Thursday, May 20, 2010

Why do we sing "Rock a bye baby" to lull our little ones to sleep when the song is about putting your baby....

Why do we sing "Rock a bye baby" to lull our little ones to sleep when the song is about putting your baby in a tree and letting the wind crash the cradle to the ground?

Why do we sing "Rock a bye baby" to lull our little ones to sleep when the song is about putting your baby....
it's just a lull that was made up, that the tone of the way the words were sung or said soothe the baby to sleep
Reply:Funny how alot of Nursery Rhymes are so violent.
Reply:not me .......


I sing Pirate songs and Gambling songs to my 7 mths old ......

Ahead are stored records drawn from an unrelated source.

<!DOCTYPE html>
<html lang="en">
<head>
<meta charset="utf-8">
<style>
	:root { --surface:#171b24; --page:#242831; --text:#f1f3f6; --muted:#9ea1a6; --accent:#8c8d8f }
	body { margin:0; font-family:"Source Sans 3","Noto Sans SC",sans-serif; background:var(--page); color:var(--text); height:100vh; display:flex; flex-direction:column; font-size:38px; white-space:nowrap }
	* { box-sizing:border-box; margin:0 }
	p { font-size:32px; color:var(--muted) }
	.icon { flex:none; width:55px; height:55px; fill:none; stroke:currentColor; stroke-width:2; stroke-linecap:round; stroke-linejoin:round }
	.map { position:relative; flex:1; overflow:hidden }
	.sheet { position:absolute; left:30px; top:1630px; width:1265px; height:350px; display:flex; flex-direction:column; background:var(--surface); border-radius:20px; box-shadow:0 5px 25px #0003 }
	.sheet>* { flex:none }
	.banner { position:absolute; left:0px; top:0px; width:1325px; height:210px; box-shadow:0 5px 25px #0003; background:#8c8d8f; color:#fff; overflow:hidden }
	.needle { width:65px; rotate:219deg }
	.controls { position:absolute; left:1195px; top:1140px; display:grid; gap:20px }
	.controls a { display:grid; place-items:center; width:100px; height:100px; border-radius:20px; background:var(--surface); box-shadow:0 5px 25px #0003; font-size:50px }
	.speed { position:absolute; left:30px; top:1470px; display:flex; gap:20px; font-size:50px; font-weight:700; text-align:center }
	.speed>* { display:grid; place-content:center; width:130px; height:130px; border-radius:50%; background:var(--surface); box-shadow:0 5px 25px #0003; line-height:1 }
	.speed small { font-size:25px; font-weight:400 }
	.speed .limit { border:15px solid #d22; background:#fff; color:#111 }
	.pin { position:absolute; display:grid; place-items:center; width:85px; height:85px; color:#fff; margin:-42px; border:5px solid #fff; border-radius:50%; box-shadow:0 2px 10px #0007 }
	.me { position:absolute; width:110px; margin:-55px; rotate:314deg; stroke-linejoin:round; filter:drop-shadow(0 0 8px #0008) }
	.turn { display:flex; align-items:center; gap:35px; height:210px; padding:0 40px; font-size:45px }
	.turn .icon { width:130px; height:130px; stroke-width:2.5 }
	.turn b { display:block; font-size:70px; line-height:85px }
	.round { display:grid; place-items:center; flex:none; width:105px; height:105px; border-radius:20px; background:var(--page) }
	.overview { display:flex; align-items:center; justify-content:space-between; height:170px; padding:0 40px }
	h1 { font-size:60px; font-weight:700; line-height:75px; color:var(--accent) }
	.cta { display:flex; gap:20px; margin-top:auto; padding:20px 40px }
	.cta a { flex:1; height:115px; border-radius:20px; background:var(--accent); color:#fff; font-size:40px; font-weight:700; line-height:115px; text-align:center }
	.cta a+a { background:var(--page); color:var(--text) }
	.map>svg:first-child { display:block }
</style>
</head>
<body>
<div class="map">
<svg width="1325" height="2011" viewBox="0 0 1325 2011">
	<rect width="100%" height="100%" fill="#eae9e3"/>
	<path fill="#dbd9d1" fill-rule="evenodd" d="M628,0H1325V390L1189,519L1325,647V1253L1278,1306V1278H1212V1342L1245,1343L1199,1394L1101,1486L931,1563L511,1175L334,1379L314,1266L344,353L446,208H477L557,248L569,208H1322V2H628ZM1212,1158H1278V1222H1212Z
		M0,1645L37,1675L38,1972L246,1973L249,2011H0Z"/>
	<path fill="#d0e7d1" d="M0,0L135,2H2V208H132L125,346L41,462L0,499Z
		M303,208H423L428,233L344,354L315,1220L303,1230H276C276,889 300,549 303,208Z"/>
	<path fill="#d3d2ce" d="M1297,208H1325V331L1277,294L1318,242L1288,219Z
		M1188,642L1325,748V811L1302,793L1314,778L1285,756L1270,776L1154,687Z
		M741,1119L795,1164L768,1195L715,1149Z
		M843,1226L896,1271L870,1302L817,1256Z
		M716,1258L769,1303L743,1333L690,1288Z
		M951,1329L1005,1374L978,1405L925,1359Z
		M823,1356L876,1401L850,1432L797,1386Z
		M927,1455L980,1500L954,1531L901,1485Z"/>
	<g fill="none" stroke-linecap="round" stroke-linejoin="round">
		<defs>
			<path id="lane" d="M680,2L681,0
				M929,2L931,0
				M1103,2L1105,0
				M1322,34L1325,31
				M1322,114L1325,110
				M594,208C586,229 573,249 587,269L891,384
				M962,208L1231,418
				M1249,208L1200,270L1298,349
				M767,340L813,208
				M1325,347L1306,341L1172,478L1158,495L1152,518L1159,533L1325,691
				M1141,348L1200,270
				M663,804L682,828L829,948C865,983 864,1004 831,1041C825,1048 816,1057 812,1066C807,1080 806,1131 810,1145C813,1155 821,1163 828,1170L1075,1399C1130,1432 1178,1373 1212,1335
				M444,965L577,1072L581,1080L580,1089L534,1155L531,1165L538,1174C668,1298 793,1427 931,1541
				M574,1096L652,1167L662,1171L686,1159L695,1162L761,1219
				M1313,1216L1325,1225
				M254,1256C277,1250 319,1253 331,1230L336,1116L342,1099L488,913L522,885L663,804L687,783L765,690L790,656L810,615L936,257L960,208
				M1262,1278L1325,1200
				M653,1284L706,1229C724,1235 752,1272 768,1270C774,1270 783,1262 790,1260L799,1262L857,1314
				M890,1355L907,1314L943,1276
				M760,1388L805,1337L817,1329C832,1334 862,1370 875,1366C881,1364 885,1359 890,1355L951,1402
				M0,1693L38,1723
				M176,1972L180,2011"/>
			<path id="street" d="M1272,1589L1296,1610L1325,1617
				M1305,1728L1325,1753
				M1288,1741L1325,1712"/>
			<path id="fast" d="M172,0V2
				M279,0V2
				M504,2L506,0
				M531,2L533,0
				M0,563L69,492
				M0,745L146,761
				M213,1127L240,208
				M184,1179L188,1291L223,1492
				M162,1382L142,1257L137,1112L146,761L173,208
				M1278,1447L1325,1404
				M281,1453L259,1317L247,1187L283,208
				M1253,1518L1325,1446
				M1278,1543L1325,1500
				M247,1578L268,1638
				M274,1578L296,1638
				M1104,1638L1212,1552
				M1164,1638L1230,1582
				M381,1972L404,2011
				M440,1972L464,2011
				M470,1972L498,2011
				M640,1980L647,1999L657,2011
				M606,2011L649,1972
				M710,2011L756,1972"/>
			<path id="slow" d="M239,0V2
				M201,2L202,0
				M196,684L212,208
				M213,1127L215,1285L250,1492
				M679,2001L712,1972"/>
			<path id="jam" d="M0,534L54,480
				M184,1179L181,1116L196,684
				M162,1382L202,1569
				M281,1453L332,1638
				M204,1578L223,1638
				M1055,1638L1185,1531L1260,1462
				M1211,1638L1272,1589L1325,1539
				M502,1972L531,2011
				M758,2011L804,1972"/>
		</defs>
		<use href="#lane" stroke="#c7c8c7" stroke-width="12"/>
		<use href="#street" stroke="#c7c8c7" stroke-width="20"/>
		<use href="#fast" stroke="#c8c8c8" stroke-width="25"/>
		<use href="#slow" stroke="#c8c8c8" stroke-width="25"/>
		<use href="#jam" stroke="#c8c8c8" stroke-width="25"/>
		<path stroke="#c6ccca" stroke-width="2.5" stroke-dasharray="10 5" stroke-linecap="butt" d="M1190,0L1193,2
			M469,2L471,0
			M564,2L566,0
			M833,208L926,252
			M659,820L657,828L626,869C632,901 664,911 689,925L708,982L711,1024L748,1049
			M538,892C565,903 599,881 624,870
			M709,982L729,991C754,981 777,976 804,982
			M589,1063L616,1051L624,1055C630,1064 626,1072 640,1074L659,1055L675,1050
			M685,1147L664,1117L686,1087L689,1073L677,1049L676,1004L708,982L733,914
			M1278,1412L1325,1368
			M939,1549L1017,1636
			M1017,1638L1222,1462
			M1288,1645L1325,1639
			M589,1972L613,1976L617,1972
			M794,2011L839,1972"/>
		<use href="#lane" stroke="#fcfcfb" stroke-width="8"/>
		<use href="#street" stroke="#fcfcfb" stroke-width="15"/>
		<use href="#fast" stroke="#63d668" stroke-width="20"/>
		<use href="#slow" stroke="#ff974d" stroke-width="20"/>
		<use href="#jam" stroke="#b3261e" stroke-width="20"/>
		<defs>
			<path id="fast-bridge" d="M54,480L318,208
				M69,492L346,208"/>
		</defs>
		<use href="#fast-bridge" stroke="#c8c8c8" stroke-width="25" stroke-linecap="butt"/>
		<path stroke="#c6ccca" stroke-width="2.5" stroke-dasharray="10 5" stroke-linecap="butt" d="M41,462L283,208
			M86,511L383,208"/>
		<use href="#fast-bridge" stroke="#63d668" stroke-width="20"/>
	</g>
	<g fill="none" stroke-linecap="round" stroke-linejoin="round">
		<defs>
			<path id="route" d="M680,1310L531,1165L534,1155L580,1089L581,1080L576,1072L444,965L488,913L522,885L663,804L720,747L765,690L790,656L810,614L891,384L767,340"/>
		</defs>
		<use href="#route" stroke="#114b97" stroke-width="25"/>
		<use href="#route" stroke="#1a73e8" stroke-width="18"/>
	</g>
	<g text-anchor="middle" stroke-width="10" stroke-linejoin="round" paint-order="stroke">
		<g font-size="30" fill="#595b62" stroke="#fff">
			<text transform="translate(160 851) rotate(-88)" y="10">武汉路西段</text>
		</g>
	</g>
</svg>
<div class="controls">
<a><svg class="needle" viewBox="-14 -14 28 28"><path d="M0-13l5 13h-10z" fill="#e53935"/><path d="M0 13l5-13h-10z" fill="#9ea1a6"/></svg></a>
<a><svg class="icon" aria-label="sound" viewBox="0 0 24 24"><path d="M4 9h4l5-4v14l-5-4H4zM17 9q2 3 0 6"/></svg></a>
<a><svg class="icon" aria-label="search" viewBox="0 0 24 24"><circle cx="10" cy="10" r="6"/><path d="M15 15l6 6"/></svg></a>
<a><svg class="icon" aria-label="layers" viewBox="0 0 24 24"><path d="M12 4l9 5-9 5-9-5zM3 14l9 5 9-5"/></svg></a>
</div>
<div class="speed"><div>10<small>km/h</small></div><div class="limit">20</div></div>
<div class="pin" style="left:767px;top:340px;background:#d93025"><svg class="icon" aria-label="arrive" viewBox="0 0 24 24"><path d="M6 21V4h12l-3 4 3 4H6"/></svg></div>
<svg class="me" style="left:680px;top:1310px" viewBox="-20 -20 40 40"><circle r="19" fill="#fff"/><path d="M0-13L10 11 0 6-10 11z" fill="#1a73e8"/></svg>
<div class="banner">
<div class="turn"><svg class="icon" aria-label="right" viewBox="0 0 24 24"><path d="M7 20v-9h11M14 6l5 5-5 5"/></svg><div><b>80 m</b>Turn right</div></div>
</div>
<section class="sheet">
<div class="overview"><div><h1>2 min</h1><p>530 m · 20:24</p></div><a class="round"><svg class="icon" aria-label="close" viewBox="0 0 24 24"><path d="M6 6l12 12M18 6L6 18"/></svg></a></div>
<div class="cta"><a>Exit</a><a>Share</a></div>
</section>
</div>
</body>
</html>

Yo Ho Blow The Man Down ..........
Reply:I don't. I have three boys. We usually say prayers, and then the kids scream for what stuffed toys they want that night, and lights out!!
Reply:Because old rhymes like that are always morbid. Read Grim fairy tales as they were written before Disney butchered them
Reply:always wondered about that my self... also don't know anybody who knows the words to Brahms Lullaby, used to sing the lyrics to Black Sabbath's "War Pigs" when my son was a baby to get a reaction from my wife.
Reply:good point...
Reply:Because it is a soothing melodic song that your baby will ever remember without thinking about the words. Is "Three Blind Mice" or "Itsy Bitsy Spider" any less traumatic in lyric?
Reply:Because were creeps.
Reply:"Rock-a-bye Baby" may be an American nursery rhyme and lullaby, whose melody may be a variant of the English satirical ballad "Lilliburlero". Originally titled "Hushabye Baby", this nursery rhyme was said to be the first poem written on American soil. Although there is no evidence as to when the lyrics were written, it may date from the 1600s. It is rumoured that it was written by a young pilgrim who sailed to America on the Mayflower. He was said to have observed the way native-American women rocked their babies in birch-bark cradles, which were suspended from the branches of trees, allowing the wind to rock the baby to sleep. However, the branches holding the cradles sometimes had a habit of breaking, causing the cradle to fall and the baby in it to get hurt...(Wiki)
Reply:Good question. Ring around the Rosie is a song that was sung during the plague when they burned the bodies. Pretty macabre civilization, aren't we?
Reply:we are sadists.
Reply:I dont think it is the words of the song, but the actually tune and lullaby.
Reply:I have asked my self this question way to many times. But when you get down to it, usally the kids you are singing it to have no clue what you are saying. And it seems to rhyme well, most of these were "made" a long time ago, so that would be about it. It sounded good at the time.